**YOUR GOAL:**
For every line in the records below that holds "this", make a copy.

[MATERIALS PROVIDED]

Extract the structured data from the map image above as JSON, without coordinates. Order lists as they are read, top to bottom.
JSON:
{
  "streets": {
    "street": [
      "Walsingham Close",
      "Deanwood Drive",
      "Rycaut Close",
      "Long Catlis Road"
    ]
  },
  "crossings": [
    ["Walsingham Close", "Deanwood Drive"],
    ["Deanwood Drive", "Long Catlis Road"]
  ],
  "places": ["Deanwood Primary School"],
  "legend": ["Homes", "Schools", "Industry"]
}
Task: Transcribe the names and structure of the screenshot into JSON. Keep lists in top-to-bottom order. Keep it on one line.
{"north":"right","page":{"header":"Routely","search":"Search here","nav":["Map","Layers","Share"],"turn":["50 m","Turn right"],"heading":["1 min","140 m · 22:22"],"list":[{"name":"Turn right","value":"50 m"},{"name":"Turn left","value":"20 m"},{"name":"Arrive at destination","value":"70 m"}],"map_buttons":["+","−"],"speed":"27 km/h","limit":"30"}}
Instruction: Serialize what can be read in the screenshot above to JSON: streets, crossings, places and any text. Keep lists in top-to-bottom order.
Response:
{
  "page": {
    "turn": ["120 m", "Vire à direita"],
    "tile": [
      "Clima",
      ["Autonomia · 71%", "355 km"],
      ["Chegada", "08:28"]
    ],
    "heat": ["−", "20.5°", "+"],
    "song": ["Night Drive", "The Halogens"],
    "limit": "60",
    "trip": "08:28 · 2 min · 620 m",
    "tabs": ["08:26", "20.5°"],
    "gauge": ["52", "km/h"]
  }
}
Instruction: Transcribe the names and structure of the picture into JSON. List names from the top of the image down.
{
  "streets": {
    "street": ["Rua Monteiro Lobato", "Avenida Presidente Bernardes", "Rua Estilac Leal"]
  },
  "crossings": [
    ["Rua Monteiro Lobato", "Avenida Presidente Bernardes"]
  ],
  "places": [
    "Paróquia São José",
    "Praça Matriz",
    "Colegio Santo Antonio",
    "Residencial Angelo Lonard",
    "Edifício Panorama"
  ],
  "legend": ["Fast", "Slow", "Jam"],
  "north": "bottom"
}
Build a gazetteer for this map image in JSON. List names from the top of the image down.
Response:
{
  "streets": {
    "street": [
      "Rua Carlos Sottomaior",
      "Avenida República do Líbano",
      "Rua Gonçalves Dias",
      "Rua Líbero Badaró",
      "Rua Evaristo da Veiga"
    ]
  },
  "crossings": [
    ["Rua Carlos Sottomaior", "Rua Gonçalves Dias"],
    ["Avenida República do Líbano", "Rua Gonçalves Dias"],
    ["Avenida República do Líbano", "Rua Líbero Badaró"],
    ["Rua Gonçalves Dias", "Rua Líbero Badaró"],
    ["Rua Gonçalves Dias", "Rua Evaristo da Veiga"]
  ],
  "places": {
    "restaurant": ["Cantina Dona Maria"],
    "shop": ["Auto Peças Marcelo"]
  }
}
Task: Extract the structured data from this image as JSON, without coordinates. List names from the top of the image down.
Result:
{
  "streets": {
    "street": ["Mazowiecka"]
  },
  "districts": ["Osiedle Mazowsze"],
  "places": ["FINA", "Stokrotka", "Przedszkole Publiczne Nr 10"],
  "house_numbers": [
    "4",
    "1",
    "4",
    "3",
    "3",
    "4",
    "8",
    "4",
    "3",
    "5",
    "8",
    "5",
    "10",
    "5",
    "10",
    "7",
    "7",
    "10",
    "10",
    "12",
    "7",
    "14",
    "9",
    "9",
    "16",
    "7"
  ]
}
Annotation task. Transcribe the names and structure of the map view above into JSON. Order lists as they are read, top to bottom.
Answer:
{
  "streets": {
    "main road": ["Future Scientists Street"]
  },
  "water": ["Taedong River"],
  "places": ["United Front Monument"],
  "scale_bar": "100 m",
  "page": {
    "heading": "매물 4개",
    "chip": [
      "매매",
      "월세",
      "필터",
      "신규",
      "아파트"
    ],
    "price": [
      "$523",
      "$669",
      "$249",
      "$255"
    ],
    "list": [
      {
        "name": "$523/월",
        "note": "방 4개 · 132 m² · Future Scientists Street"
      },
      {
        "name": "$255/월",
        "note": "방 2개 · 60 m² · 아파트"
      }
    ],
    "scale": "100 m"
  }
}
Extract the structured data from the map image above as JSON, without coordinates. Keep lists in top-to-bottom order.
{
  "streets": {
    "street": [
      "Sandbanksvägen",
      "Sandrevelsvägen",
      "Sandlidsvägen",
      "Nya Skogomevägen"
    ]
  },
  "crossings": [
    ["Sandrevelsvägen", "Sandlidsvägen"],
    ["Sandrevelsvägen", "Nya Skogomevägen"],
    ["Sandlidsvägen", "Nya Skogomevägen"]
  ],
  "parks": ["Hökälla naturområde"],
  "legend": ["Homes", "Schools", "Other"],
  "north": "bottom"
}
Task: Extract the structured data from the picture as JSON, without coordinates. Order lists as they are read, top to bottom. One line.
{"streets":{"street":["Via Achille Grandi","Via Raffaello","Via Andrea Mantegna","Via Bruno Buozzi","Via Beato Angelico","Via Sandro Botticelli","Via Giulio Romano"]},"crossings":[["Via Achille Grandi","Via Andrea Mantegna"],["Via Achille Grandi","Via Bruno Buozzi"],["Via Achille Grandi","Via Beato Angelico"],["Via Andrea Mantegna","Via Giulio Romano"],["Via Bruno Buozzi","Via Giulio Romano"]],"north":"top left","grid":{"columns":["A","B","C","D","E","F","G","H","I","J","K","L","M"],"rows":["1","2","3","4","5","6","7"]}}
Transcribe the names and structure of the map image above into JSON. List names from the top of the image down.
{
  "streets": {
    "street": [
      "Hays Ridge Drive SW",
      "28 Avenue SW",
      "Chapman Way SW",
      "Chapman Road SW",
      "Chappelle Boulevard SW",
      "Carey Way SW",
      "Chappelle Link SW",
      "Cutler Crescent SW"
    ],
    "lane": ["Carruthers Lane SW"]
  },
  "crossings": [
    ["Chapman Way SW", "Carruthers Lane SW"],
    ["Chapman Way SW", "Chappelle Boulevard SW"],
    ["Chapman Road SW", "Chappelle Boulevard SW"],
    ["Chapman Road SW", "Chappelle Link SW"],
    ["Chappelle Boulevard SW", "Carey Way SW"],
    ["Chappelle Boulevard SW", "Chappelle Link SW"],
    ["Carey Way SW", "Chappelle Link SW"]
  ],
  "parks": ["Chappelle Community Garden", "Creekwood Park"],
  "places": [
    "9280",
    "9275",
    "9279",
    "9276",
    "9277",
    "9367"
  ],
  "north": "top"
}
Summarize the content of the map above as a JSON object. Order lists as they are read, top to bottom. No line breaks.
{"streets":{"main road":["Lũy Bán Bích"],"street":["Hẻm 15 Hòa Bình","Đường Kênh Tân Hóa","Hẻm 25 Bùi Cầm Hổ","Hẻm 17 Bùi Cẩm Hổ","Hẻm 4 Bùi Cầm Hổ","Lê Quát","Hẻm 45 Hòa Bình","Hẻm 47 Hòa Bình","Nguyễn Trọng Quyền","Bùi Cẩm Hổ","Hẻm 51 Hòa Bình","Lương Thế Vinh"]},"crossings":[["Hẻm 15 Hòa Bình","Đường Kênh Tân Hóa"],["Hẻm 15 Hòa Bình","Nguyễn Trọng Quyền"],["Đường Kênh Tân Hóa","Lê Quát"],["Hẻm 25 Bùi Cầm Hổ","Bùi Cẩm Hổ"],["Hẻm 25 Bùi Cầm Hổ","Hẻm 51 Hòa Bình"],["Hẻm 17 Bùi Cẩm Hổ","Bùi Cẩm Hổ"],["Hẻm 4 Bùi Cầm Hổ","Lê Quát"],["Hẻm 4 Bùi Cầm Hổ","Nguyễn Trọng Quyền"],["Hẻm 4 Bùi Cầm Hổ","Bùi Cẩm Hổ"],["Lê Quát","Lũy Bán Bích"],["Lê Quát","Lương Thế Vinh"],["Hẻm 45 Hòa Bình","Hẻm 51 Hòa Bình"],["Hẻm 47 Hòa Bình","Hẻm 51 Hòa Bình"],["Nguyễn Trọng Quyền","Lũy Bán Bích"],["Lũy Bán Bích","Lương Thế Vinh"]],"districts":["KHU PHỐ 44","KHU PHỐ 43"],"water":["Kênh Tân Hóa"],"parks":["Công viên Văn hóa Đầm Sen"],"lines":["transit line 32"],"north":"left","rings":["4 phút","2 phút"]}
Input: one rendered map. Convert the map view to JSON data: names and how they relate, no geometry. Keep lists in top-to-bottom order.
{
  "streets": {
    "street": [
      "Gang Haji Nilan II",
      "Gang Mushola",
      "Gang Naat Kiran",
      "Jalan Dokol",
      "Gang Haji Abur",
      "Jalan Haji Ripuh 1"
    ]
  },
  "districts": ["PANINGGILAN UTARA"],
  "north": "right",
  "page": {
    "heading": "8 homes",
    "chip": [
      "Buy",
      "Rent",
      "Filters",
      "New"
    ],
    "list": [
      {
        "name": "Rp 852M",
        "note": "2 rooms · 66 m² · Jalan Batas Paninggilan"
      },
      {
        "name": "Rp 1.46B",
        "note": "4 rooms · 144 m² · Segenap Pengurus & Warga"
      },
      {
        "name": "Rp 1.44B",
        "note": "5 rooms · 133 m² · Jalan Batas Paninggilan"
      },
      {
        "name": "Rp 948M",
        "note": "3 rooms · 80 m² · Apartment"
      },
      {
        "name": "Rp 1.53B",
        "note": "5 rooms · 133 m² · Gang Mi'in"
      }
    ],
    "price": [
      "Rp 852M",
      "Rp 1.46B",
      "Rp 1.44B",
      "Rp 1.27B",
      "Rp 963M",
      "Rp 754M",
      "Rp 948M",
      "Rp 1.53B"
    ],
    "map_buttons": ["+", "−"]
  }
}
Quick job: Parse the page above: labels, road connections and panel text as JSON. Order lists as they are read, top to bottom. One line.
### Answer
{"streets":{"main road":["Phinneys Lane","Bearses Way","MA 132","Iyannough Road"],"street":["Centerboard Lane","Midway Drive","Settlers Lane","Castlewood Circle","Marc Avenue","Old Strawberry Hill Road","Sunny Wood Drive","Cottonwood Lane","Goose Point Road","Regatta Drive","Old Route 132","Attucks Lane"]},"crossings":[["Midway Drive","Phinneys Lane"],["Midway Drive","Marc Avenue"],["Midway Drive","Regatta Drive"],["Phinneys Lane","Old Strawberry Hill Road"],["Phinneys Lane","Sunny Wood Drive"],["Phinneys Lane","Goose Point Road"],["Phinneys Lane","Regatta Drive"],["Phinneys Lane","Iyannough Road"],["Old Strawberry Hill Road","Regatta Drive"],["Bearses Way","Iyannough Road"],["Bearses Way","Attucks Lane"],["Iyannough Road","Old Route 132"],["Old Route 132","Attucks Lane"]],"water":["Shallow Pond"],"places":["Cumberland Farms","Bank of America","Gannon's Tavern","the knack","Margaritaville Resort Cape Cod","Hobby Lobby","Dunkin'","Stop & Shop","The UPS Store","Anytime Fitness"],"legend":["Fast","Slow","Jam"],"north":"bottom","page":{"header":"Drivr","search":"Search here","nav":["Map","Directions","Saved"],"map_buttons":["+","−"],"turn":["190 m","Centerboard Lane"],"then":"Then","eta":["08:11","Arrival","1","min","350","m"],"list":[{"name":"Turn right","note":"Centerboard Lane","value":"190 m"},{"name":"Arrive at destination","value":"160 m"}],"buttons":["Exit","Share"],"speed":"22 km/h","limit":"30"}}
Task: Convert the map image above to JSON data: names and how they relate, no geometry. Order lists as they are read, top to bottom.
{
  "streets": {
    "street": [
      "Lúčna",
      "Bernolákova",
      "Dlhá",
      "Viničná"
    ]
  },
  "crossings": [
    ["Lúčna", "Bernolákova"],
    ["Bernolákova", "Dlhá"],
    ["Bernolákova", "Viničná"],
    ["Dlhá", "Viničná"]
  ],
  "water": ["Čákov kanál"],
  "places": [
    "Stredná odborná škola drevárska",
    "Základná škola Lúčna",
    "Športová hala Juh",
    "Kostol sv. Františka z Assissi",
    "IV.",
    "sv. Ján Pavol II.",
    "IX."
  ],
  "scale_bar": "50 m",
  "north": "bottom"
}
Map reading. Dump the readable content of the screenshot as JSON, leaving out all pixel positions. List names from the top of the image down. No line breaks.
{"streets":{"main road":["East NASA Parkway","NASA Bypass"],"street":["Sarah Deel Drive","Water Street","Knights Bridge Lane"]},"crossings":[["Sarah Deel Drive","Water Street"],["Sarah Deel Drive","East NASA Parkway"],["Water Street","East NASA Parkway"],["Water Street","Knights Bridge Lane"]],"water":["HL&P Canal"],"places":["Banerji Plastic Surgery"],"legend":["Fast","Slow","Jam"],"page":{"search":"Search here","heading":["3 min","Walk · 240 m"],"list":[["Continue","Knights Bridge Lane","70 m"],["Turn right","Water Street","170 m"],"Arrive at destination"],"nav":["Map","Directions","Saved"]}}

[/MATERIALS PROVIDED]

**WORKED SOLUTION:**
Build a gazetteer for this map image in JSON. List names from the top of the image down.
Task: Extract the structured data from this image as JSON, without coordinates. List names from the top of the image down.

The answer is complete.